Data Sources
This is the documentation for data sources functions.
Create Synthetic Data
- sam.data_sources.synthetic_date_range(start='2016-01-01', end='2017-01-01', freq='H', max_delay=0, random_stop_freq=0, random_stop_max_length=1, seed=None)
Create a synthetic, somewhat realistic-looking array of datetimes.
Given a start time, end time, frequency, and some variables governing noise, creates an array of datetimes that is somewhat random.
The algorithm:
Generate a regular pandas date_range with start, end, and frequency
Delay each time by a uniformly chosen random number between 0 and max_delay, in seconds.
Pick a proportion random_stop_freq of times randomly. Each of these times x_i are deemed ‘stoppages’, and for each, a number between 1 and random_stop_max_length is uniformly chosen, say k_i. Then, the ‘stoppage’, the k_i next points after x_i are deleted, causing a hole in the times.
Only the times strictly smaller than end are kept. This means end is an exclusive bound.
- Parameters:
- start: str or datetime-like, optional (default=’2016-01-01’)

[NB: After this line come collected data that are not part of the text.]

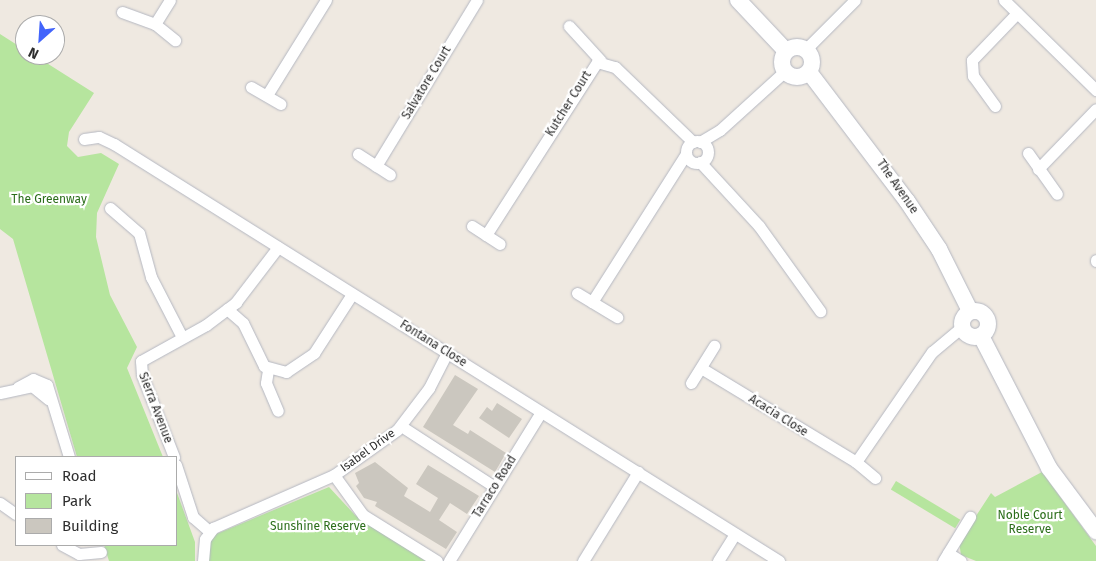 <!DOCTYPE html>
<html>
<head>
<meta charset="utf-8">
<style>
  body { margin:0 }
  #map { position:relative; width:1096px; height:561px; overflow:hidden; background:#efe9e1; font-family:"Fira Sans",sans-serif }
  div>[style] { position:absolute }
  [style*='--x'] { left:calc(var(--x)*1px); top:calc(var(--y)*1px); width:calc(var(--w)*1px); rotate:calc(var(--a)*1deg) }
  .green>* { inset:0; background:#b6e59e; transform-origin:0 0 }
  .building>* { inset:0; background:#cbc7bf }
  .roads { filter:drop-shadow(0 0 1px #b4b7c1) drop-shadow(0 0 1px #b4b7c1) }
  .street>* { height:11px; margin:-5.5px; padding:0 5.5px; transform-origin:5.5px; border-radius:5.5px; background:#fff }
  .street>.ring { margin:-5.5px; padding:0; box-sizing:content-box; background:none; border:11px solid #fff; border-radius:50% }
  .secondary>* { height:16px; margin:-8px; padding:0 8px; transform-origin:8px; border-radius:8px; background:#fff }
  .secondary>.ring { margin:-8px; padding:0; box-sizing:content-box; background:none; border:16px solid #fff; border-radius:50% }
  span { translate:-50% -50%; white-space:nowrap; text-align:center; line-height:1.15; -webkit-text-stroke:4.5px #fff; paint-order:stroke }
  .street-label { font-size:12px; color:#2e2e2e }
  .park-label { font-size:12px; color:#2c6e1b }
  .legend { position:absolute; left:15px; top:456px; width:162px; height:90px; box-sizing:border-box; background:#fff; border:1px solid #ababab; margin:0; padding:6px 9px; list-style:none; font-size:15px; color:#2e2e2e }
  .legend li { display:flex; align-items:center; gap:10px; height:25px }
  .legend b { width:25px; border:1px solid #ababab }
  .north { position:absolute; left:15px; top:15px; width:50px; height:50px; box-sizing:border-box; background:#fff; border:1px solid #ababab; border-radius:50%; rotate:206deg; font-size:14px; font-weight:700; line-height:20px; text-align:center; color:#2e2e2e }
  .north::after { content:''; display:block; margin:auto; width:18px; height:22px; background:#4264fb; clip-path:polygon(50% 0,100% 100%,50% 72%,0 100%) }
</style>
</head>
<body>
<div id="map">
  <div class="green">
    <div style="clip-path:polygon(0 34px,25px 50px,25px 55px,34px 55px,94px 93px,69px 132px,67px 146px,78px 157px,101px 153px,119px 164px,97px 213px,96px 237px,110px 295px,137px 347px,127px 368px,163px 457px,77px 457px,13px 239px,0 229px)"></div>
    <div style="clip-path:polygon(1042px 472px,1096px 546px,1096px 561px,976px 561px,961px 555px,959px 542px,991px 493px,995px 497px)"></div>
    <div style="left:896px;top:481px;width:75px;height:10px;rotate:31deg"></div>
    <div style="clip-path:polygon(329px 487px,355px 515px,428px 561px,207px 561px,209px 537px)"></div>
    <div style="clip-path:polygon(176px 490px,195px 542px,195px 561px,109px 561px,104px 545px,176px 545px)"></div>
  </div>
  <div class="building">
    <div style="clip-path:polygon(455px 375px,478px 389px,453px 425px,468px 434px,470px 430px,506px 453px,495px 472px,423px 427px)"></div>
    <div style="clip-path:polygon(497px 403px,522px 419px,509px 438px,479px 418px,487px 407px,492px 411px)"></div>
    <div style="clip-path:polygon(375px 462px,408px 488px,404px 496px,430px 512px,438px 498px,416px 484px,428px 465px,479px 496px,467px 514px,450px 503px,439px 520px,457px 532px,446px 549px,375px 506px,377px 502px,364px 498px,356px 486px,359px 483px,355px 473px)"></div>
  </div>
  <div class="roads">
    <div class="street">
      <div style="--x:1004;--y:0;--w:129;--a:44.4"></div>
      <div style="--x:122;--y:12;--w:35;--a:20"></div>
      <div style="--x:155;--y:24;--w:26;--a:39"></div>
      <div style="--x:155;--y:24;--w:28;--a:-58"></div>
      <div style="--x:569;--y:26;--w:47;--a:47.6"></div>
      <div style="--x:806;--y:49;--w:69;--a:-45"></div>
      <div style="--x:251;--y:87;--w:34;--a:30"></div>
      <div style="--x:267;--y:95;--w:112;--a:-58.2"></div>
      <div style="--x:995;--y:106;--w:37;--a:-126"></div>
      <div style="--x:973;--y:76;--w:16;--a:-94"></div>
      <div style="--x:972;--y:60;--w:65;--a:-46.2"></div>
      <div style="--x:84;--y:139;--w:15;--a:-8"></div>
      <div style="--x:99;--y:137;--w:17;--a:25"></div>
      <div style="--x:114;--y:144;--w:785;--a:32.09"></div>
      <div class="ring" style="left:686px;top:141px;width:11px;height:11px"></div>
      <div style="--x:700;--y:142;--w:23;--a:-31"></div>
      <div style="--x:720;--y:130;--w:88;--a:-42.2"></div>
      <div style="--x:1028;--y:153;--w:50;--a:54.7"></div>
      <div style="--x:358;--y:154;--w:38;--a:33"></div>
      <div style="--x:700;--y:162;--w:87;--a:47.3"></div>
      <div style="--x:759;--y:226;--w:105;--a:54.3"></div>
      <div style="--x:376;--y:166;--w:194;--a:-58.7"></div>
      <div style="--x:1038;--y:169;--w:83;--a:-46"></div>
      <div style="--x:110;--y:208;--w:38;--a:41"></div>
      <div style="--x:139;--y:233;--w:46;--a:74.7"></div>
      <div style="--x:151;--y:277;--w:68;--a:62.7"></div>
      <div style="--x:472;--y:226;--w:33;--a:33"></div>
      <div style="--x:486;--y:235;--w:206;--a:-57.3"></div>
      <div style="--x:597;--y:62;--w:19;--a:16"></div>
      <div style="--x:615;--y:67;--w:108;--a:43.9"></div>
      <div style="--x:1096;--y:260;--w:1;--a:90"></div>
      <div style="--x:577;--y:293;--w:47;--a:31"></div>
      <div style="--x:592;--y:302;--w:175;--a:-57.6"></div>
      <div style="--x:227;--y:309;--w:21;--a:41"></div>
      <div style="--x:243;--y:323;--w:48;--a:64"></div>
      <div style="--x:264;--y:366;--w:23;--a:15"></div>
      <div style="--x:286;--y:372;--w:34;--a:-34"></div>
      <div style="--x:314;--y:353;--w:70;--a:-57.2"></div>
      <div style="--x:701;--y:368;--w:181;--a:31.2"></div>
      <div style="--x:856;--y:462;--w:134;--a:-55.4"></div>
      <div style="--x:932;--y:352;--w:39;--a:-40"></div>
      <div style="--x:268;--y:370;--w:13;--a:99"></div>
      <div style="--x:266;--y:383;--w:30;--a:67"></div>
      <div style="--x:691;--y:383;--w:44;--a:-58.1"></div>
      <div style="--x:18;--y:387;--w:17;--a:-28"></div>
      <div style="--x:33;--y:379;--w:15;--a:23"></div>
      <div style="--x:47;--y:385;--w:75;--a:73"></div>
      <div style="--x:0;--y:393;--w:33;--a:-12"></div>
      <div style="--x:32;--y:386;--w:21;--a:39"></div>
      <div style="--x:401;--y:426;--w:112;--a:33"></div>
      <div style="--x:174;--y:457;--w:88;--a:-111.3"></div>
      <div style="--x:142;--y:375;--w:14;--a:-94"></div>
      <div style="--x:141;--y:361;--w:74;--a:-29"></div>
      <div style="--x:206;--y:325;--w:38;--a:-37"></div>
      <div style="--x:236;--y:302;--w:69;--a:-52.6"></div>
      <div style="--x:856;--y:462;--w:25;--a:40"></div>
      <div style="--x:176;--y:465;--w:55;--a:71.9"></div>
      <div style="--x:193;--y:517;--w:21;--a:41"></div>
      <div style="--x:334;--y:475;--w:49;--a:54.1"></div>
      <div style="--x:363;--y:515;--w:87;--a:31.9"></div>
      <div style="--x:0;--y:503;--w:19;--a:35"></div>
      <div style="--x:62;--y:545;--w:19;--a:28"></div>
      <div style="--x:79;--y:554;--w:22;--a:-5"></div>
      <div style="--x:948;--y:553;--w:15;--a:32"></div>
      <div style="--x:203;--y:561;--w:22;--a:-85"></div>
      <div style="--x:205;--y:539;--w:14;--a:-54"></div>
      <div style="--x:213;--y:528;--w:132;--a:-23.7"></div>
      <div style="--x:334;--y:475;--w:77;--a:-35.5"></div>
      <div style="--x:397;--y:430;--w:53;--a:-52.7"></div>
      <div style="--x:429;--y:388;--w:39;--a:-63"></div>
      <div style="--x:449;--y:561;--w:175;--a:-58.3"></div>
      <div style="--x:583;--y:561;--w:105;--a:-58.3"></div>
      <div style="--x:718;--y:561;--w:32;--a:-58"></div>
      <div style="--x:943;--y:561;--w:52;--a:-58.5"></div>
    </div>
    <div class="secondary">
      <div style="--x:738;--y:0;--w:70;--a:46.7"></div>
      <div class="ring" style="left:782px;top:47px;width:14px;height:14px"></div>
      <div style="--x:809;--y:72;--w:162;--a:52.8"></div>
      <div style="--x:907;--y:201;--w:58;--a:56.3"></div>
      <div style="--x:939;--y:249;--w:69;--a:63.4"></div>
      <div class="ring" style="left:962px;top:311px;width:10px;height:10px"></div>
      <div style="--x:981;--y:336;--w:148;--a:62.7"></div>
      <div style="--x:1049;--y:468;--w:79;--a:53.3"></div>
    </div>
  </div>
  <div class="street-label">
    <span style="left:427px;top:83px;rotate:-59deg">Salvatore Court</span>
    <span style="left:569px;top:104px;rotate:-58deg">Kutcher Court</span>
    <span style="left:897px;top:187px;rotate:55deg">The Avenue</span>
    <span style="left:433px;top:344px;rotate:32deg">Fontana Close</span>
    <span style="left:155px;top:408px;rotate:69deg">Sierra Avenue</span>
    <span style="left:778px;top:416px;rotate:32deg">Acacia Close</span>
    <span style="left:368px;top:451px;rotate:-36deg">Isabel Drive</span>
    <span style="left:495px;top:487px;rotate:-58deg">Tarraco Road</span>
  </div>
  <div class="park-label">
    <span style="left:49px;top:200px">The Greenway</span>
    <span style="left:1030px;top:523px">Noble Court<br>Reserve</span>
    <span style="left:318px;top:527px">Sunshine Reserve</span>
  </div>
  <ul class="legend">
  <li><b style="height:6px;background:#fff"></b>Road</li>
  <li><b style="height:14px;background:#b6e59e"></b>Park</li>
  <li><b style="height:14px;background:#cbc7bf"></b>Building</li>
  </ul>
  <div class="north">N</div>
</div>
</body>
</html>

Left bound for generating dates.
- end: str or datetime-like, optional (default=’2017-01-01’)
Right bound for generating dates. Exclusive bound.
- freq: str or DateOffset, optional (default=’H’) (hourly)
Frequency strings can have multiples, e.g. ‘5H’. See `here for a list of frequency aliases. <https://pandas.pydata.org/pandas-docs/stable/timeseries.html#timeseries-offset-aliases`_
- max_delay: numeric, optional (default=0)
Each time is delayed by a random number of seconds, chosen between 0 and max_delay
- random_stop_freq: numeric, optional (default=0)
Number between 0 and 1. This proportion of all times are deemed as starting points of ‘stoppages’. A stoppage means that a number of points are removed from the result.
- random_stop_max_length: numeric, optional (default=1)
Each stoppage will have a randomly generated length, between 1 and random_stop_max_length. A stoppage of length k means that the first k points after the start of the stoppage are deleted.
- seed: int or 1-d array_like, optional (default=None)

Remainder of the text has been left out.